■ GOAL OF THE EXERCISE: Pick every line from the data below that contains the string "white" and copy it.

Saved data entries
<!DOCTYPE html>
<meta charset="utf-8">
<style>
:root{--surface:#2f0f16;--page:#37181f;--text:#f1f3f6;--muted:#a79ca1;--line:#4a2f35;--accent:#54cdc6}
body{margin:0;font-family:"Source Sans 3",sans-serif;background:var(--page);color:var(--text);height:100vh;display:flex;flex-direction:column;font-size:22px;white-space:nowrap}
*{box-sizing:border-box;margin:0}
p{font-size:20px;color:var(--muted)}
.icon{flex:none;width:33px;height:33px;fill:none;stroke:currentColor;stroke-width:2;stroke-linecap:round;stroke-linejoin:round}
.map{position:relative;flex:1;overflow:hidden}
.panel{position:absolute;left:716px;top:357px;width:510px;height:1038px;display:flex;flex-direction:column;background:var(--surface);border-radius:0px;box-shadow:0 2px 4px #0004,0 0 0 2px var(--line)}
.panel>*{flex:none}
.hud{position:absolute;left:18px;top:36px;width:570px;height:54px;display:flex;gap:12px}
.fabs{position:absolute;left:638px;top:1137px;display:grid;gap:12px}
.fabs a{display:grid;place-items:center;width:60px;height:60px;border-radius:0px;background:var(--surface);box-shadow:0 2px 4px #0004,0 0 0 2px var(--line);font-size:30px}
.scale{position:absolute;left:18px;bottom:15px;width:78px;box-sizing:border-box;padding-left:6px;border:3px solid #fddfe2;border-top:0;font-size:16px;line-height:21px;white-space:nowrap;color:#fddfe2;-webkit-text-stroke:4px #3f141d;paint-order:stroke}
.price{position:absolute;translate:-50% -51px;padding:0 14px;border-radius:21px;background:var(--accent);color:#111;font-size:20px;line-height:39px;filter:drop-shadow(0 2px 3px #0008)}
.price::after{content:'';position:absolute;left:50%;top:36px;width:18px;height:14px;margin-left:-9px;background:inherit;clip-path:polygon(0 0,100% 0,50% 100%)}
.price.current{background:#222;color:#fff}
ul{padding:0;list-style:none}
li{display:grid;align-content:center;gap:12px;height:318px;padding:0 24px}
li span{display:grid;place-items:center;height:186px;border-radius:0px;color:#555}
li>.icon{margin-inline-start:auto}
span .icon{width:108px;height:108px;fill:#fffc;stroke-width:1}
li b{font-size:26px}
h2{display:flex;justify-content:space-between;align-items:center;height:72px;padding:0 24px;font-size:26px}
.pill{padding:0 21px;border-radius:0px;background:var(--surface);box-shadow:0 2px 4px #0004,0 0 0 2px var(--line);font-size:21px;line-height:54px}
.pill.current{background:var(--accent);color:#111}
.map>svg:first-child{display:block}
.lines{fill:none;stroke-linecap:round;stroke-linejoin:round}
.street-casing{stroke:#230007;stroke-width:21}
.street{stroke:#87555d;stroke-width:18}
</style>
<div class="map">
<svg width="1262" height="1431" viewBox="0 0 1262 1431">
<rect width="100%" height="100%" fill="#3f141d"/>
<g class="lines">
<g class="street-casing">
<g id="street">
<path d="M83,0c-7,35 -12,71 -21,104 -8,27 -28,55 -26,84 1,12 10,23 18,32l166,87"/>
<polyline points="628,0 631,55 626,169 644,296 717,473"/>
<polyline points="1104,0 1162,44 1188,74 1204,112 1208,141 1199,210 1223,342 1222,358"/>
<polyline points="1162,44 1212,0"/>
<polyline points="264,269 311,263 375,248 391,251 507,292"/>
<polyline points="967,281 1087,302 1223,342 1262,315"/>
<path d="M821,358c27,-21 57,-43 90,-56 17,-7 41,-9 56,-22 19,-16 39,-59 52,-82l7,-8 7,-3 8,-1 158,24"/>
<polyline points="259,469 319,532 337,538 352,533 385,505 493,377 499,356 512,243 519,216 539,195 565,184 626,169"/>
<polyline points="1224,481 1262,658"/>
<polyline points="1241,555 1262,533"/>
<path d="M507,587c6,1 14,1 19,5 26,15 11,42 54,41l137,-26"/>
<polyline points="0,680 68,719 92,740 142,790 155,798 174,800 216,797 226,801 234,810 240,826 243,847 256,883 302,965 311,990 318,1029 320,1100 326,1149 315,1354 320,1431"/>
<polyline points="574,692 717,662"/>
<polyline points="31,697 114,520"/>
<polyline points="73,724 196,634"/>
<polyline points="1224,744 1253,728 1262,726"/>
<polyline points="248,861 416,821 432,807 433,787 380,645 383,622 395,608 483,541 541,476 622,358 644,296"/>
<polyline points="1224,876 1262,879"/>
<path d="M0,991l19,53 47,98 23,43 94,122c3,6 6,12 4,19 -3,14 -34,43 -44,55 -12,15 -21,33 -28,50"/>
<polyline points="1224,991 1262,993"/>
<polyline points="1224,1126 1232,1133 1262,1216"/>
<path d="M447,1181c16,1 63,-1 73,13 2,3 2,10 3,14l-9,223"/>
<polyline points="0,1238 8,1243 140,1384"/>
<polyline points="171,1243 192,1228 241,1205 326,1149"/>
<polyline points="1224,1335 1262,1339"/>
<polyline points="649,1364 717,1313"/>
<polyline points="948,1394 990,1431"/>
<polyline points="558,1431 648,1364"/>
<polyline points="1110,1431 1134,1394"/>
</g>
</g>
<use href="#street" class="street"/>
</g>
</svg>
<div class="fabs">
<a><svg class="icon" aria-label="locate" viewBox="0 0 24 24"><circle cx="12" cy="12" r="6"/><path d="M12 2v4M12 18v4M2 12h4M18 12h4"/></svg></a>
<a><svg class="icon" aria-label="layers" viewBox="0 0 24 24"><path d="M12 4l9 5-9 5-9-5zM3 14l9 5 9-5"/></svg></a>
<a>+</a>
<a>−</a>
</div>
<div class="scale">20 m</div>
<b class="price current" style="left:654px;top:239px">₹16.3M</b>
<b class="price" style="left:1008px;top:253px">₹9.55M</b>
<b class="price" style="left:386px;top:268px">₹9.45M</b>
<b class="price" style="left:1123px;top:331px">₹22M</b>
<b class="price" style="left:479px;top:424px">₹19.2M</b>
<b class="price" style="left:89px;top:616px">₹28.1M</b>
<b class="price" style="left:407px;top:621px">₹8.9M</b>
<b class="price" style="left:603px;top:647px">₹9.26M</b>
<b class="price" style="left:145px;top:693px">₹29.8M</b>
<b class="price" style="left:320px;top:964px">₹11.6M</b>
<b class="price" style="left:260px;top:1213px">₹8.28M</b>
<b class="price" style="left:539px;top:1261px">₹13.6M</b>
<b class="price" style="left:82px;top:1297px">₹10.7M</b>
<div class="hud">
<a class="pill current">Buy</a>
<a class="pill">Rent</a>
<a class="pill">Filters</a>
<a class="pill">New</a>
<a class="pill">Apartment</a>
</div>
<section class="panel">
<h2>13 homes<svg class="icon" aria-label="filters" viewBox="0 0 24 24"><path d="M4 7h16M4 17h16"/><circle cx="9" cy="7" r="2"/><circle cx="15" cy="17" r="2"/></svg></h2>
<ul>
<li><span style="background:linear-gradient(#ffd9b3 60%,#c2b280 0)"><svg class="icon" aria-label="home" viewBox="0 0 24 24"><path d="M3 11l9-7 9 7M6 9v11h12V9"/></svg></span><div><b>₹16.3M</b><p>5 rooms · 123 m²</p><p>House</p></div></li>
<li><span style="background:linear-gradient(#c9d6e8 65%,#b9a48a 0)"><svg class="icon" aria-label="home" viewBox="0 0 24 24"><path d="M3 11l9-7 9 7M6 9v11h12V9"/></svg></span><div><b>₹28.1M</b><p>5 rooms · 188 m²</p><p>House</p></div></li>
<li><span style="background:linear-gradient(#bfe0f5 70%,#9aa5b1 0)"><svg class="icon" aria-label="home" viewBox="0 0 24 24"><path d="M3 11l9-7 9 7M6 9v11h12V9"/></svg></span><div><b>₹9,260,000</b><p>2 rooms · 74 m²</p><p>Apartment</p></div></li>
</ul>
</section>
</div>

■ SOLUTION FOR THIS EXERCISE:
body{margin:0;font-family:"Source Sans 3",sans-serif;background:var(--page);color:var(--text);height:100vh;display:flex;flex-direction:column;font-size:22px;white-space:nowrap}
.scale{position:absolute;left:18px;bottom:15px;width:78px;box-sizing:border-box;padding-left:6px;border:3px solid #fddfe2;border-top:0;font-size:16px;line-height:21px;white-space:nowrap;color:#fddfe2;-webkit-text-stroke:4px #3f141d;paint-order:stroke}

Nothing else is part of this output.